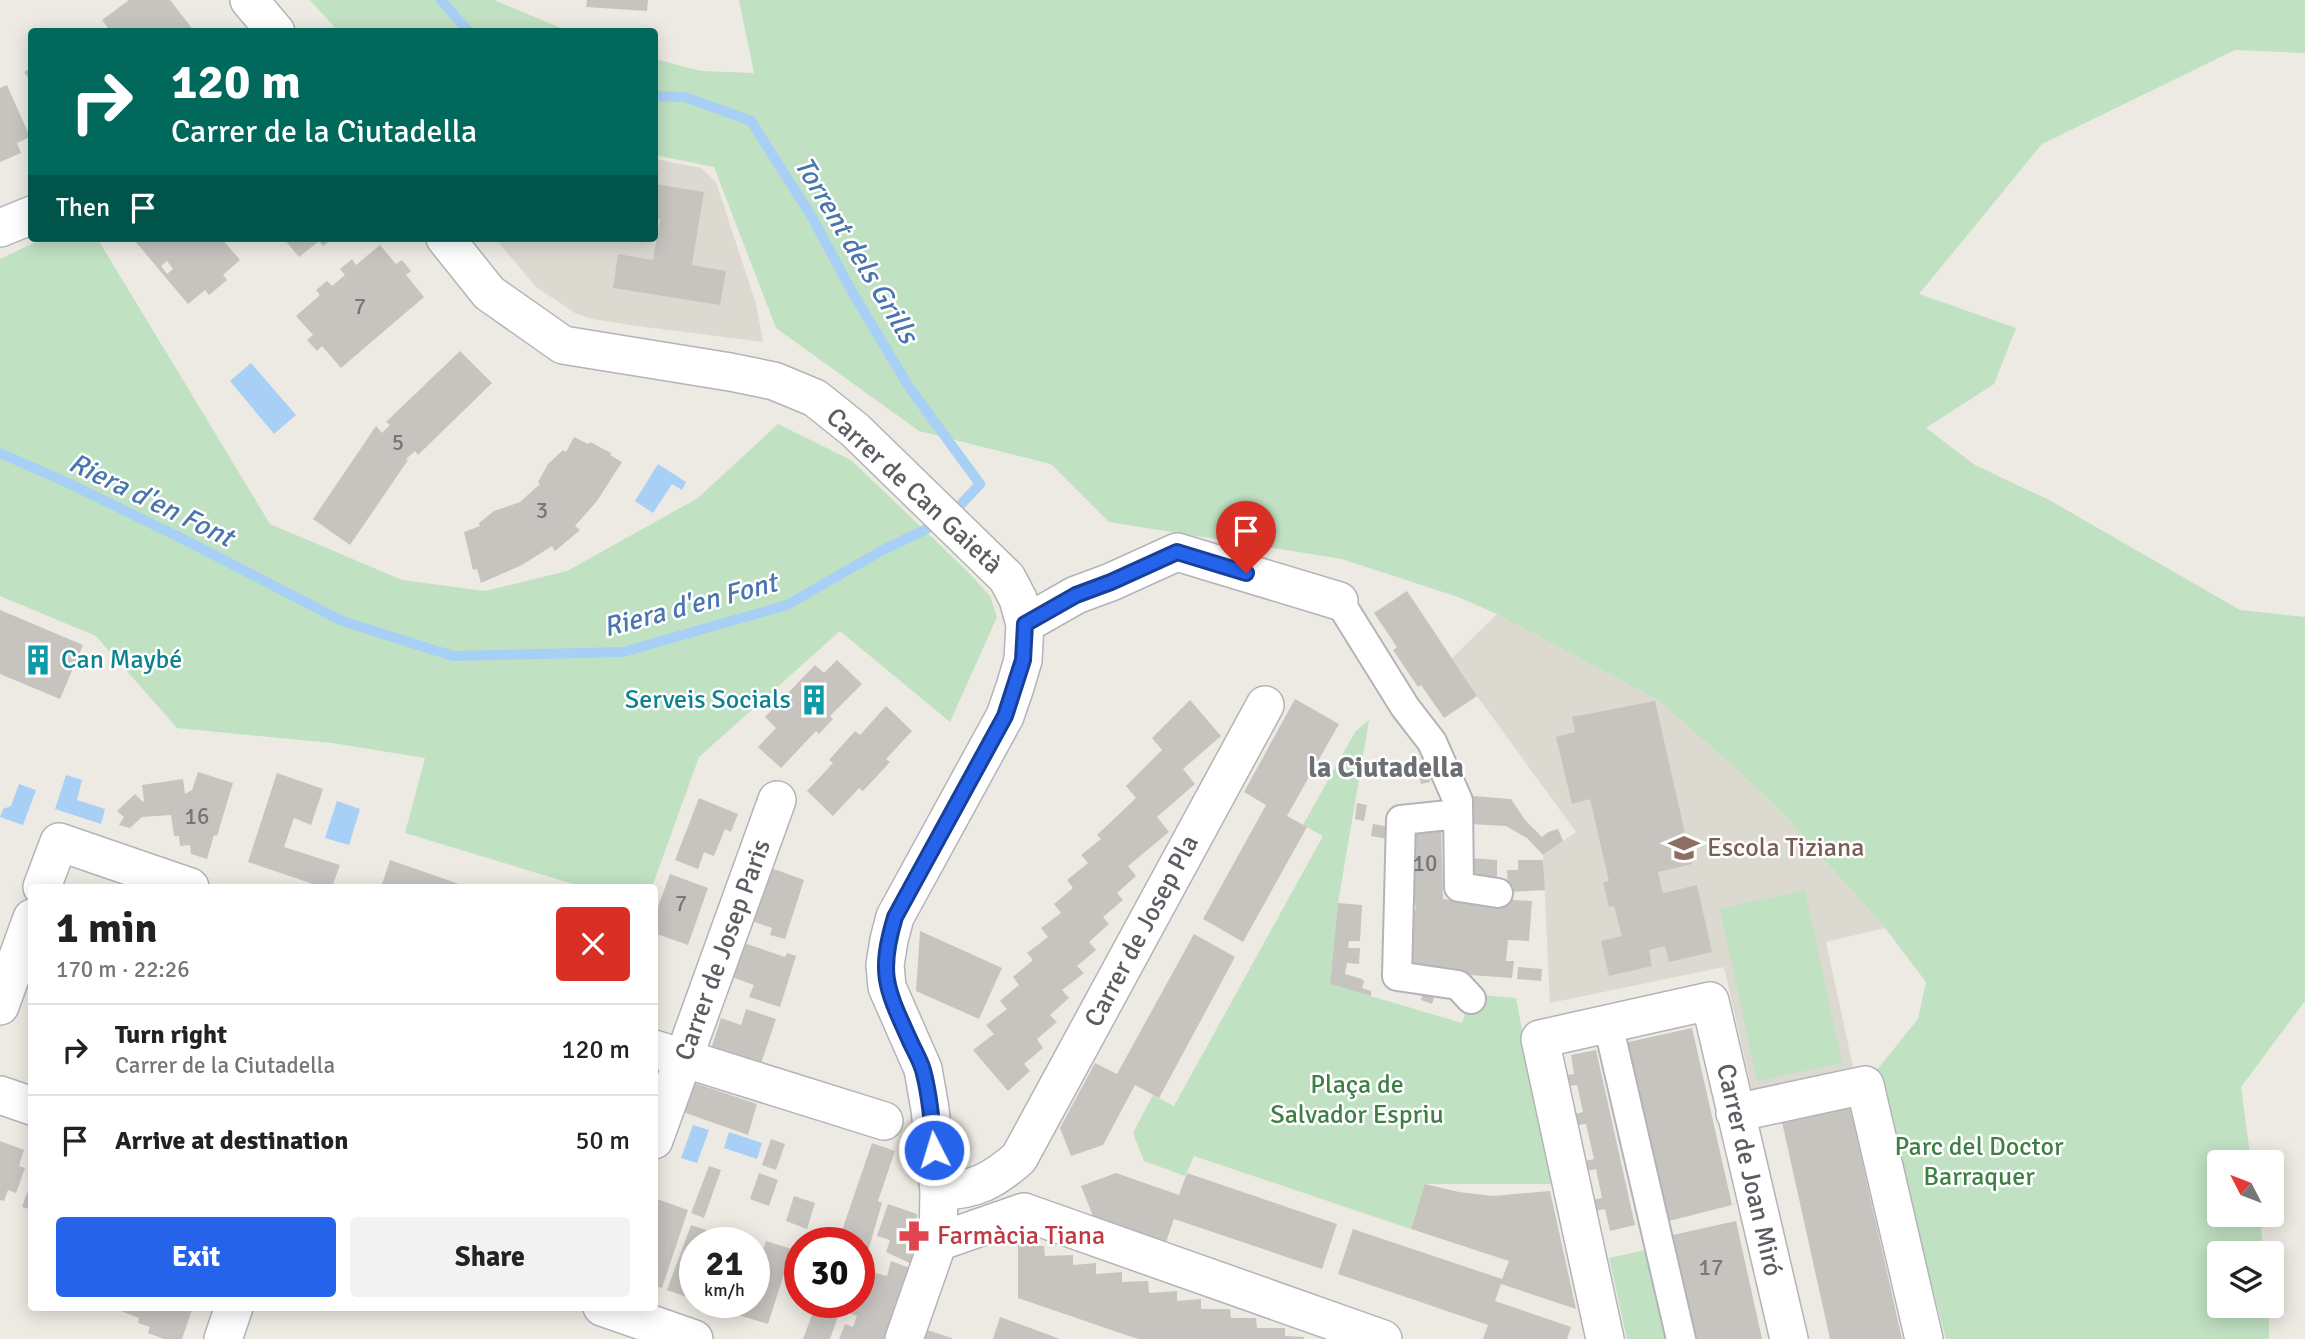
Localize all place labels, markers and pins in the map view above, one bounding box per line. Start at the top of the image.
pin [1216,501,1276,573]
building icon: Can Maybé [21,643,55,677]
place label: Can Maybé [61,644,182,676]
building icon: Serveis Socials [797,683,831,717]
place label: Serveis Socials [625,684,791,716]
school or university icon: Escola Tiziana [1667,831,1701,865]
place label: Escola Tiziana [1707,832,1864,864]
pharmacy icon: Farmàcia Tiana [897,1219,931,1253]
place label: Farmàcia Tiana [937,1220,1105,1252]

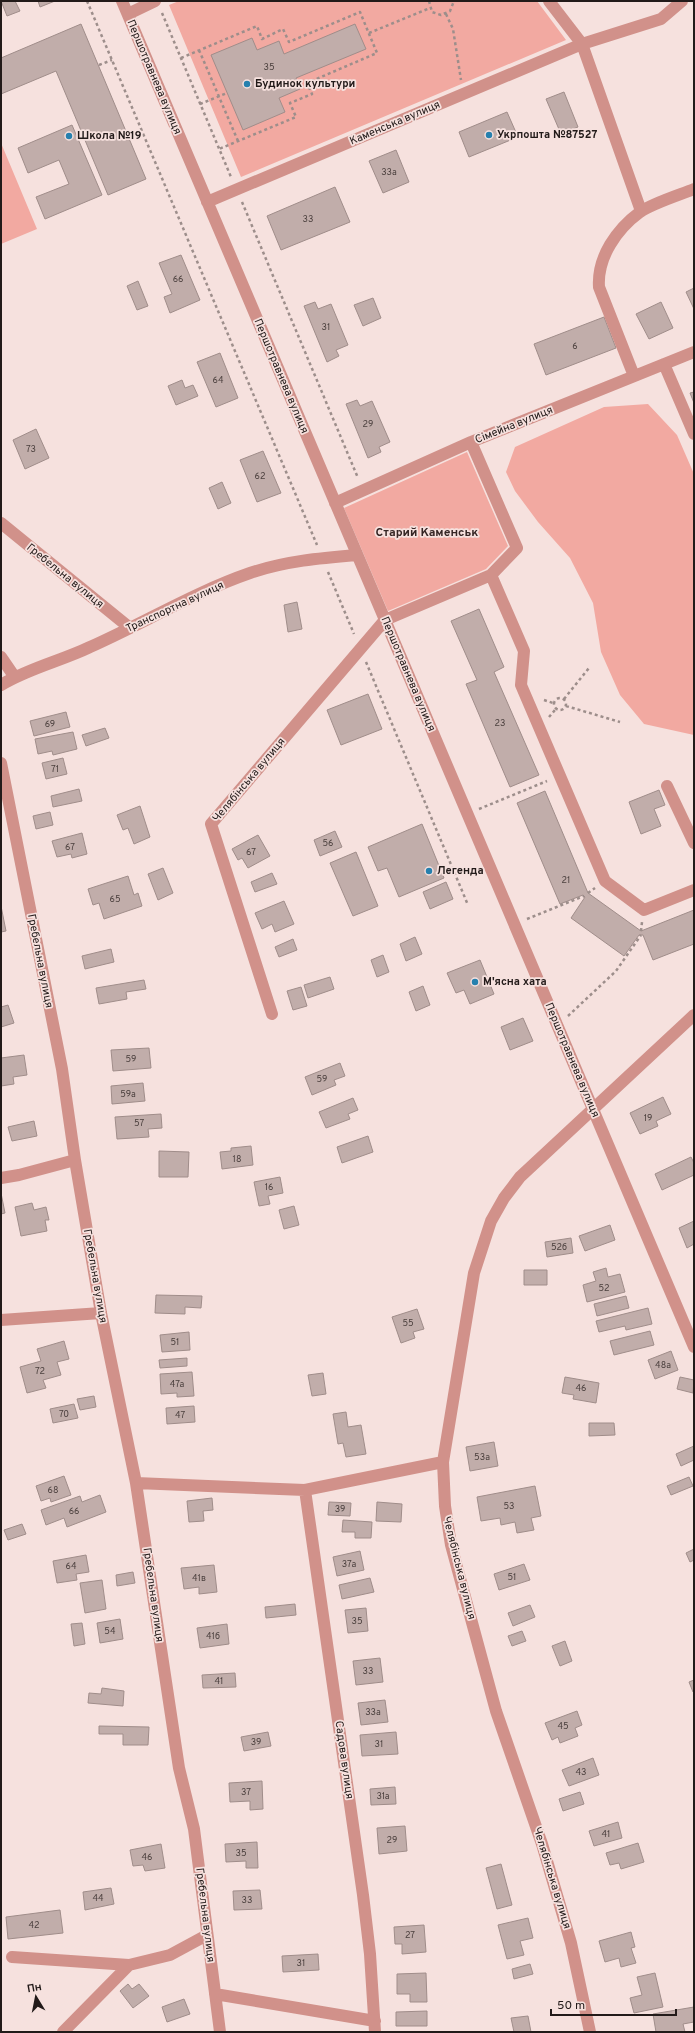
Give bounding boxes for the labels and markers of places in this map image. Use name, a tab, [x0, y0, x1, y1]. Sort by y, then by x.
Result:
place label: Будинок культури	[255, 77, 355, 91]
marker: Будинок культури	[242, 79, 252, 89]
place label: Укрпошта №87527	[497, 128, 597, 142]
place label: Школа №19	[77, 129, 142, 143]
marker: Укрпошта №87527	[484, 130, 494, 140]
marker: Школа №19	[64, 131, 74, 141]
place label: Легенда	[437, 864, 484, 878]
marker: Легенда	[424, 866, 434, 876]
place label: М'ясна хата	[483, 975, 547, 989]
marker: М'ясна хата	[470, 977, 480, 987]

··········

> **REQUIRED ACTION**
Only the pictures are to be omitted; the records above must otherwise be reproduced exactly.

> **ANSWER SECTION**
Localize all place labels, markers and pins in the map view above, one bounding box per line. Start at the top of the image.
pin [1216,501,1276,573]
building icon: Can Maybé [21,643,55,677]
place label: Can Maybé [61,644,182,676]
building icon: Serveis Socials [797,683,831,717]
place label: Serveis Socials [625,684,791,716]
school or university icon: Escola Tiziana [1667,831,1701,865]
place label: Escola Tiziana [1707,832,1864,864]
pharmacy icon: Farmàcia Tiana [897,1219,931,1253]
place label: Farmàcia Tiana [937,1220,1105,1252]

Give bounding boxes for the labels and markers of places in this map image. Use name, a tab, [x0, y0, x1, y1]. Sort by y, then by x.
Result:
place label: Будинок культури	[255, 77, 355, 91]
marker: Будинок культури	[242, 79, 252, 89]
place label: Укрпошта №87527	[497, 128, 597, 142]
place label: Школа №19	[77, 129, 142, 143]
marker: Укрпошта №87527	[484, 130, 494, 140]
marker: Школа №19	[64, 131, 74, 141]
place label: Легенда	[437, 864, 484, 878]
marker: Легенда	[424, 866, 434, 876]
place label: М'ясна хата	[483, 975, 547, 989]
marker: М'ясна хата	[470, 977, 480, 987]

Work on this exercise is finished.